*WHAT YOU WILL DO*. The lines from the start of the data through the line containing "Map reading. Transcribe" are to be reproduced exactly, both ends included.

(Collected data entries)
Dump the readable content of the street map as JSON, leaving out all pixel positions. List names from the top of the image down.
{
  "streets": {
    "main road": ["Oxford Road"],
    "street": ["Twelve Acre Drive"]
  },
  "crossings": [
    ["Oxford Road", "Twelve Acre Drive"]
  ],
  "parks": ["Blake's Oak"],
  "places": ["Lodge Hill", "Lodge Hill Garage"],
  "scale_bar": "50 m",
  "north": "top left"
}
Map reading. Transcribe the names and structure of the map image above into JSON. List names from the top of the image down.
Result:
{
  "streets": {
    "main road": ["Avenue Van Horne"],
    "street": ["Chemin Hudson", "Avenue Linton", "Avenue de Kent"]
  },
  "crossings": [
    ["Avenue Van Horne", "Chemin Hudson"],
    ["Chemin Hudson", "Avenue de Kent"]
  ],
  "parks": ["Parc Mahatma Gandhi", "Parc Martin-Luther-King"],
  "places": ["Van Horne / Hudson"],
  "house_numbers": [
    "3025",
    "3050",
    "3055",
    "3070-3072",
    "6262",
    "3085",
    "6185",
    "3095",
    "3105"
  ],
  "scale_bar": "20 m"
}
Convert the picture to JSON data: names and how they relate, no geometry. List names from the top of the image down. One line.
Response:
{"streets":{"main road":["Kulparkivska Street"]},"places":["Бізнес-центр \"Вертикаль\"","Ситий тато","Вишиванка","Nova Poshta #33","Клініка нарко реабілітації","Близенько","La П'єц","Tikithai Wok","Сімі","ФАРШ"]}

*TASK OUTPUT*.
Dump the readable content of the street map as JSON, leaving out all pixel positions. List names from the top of the image down.
{
  "streets": {
    "main road": ["Oxford Road"],
    "street": ["Twelve Acre Drive"]
  },
  "crossings": [
    ["Oxford Road", "Twelve Acre Drive"]
  ],
  "parks": ["Blake's Oak"],
  "places": ["Lodge Hill", "Lodge Hill Garage"],
  "scale_bar": "50 m",
  "north": "top left"
}
Map reading. Transcribe the names and structure of the map image above into JSON. List names from the top of the image down.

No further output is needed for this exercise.